- The task
Output all of the data exactly, keeping any images out of the copy.

[Stored data entries]

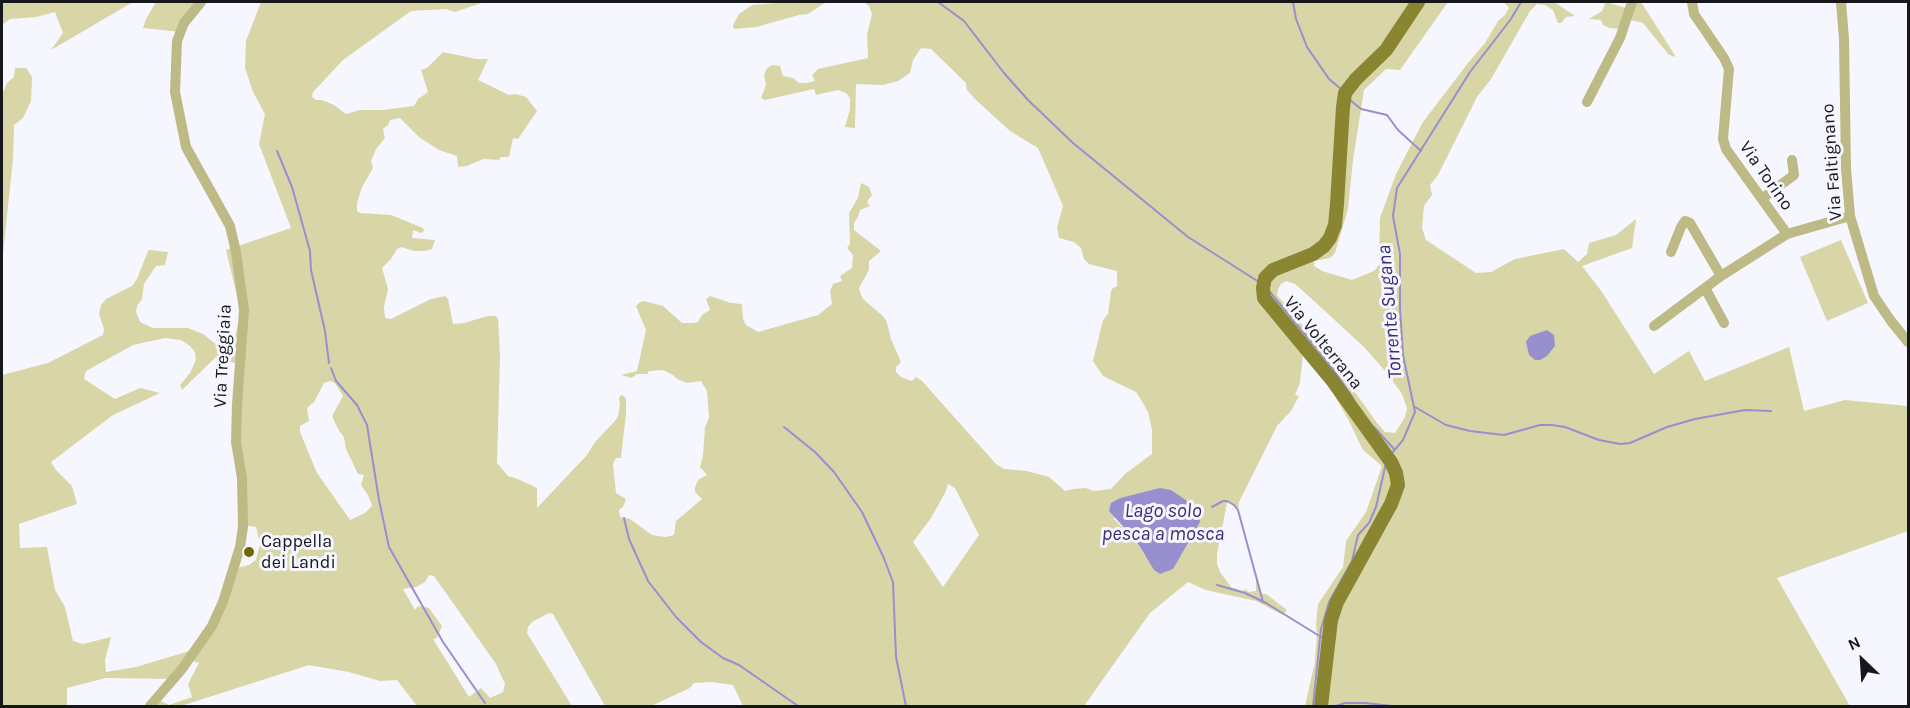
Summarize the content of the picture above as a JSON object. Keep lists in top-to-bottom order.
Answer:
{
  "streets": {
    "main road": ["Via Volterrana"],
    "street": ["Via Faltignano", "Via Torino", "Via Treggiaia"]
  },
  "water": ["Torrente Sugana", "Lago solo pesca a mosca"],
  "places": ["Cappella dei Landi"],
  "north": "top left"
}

- Answer to the problem
Summarize the content of the picture above as a JSON object. Keep lists in top-to-bottom order.
Answer:
{
  "streets": {
    "main road": ["Via Volterrana"],
    "street": ["Via Faltignano", "Via Torino", "Via Treggiaia"]
  },
  "water": ["Torrente Sugana", "Lago solo pesca a mosca"],
  "places": ["Cappella dei Landi"],
  "north": "top left"
}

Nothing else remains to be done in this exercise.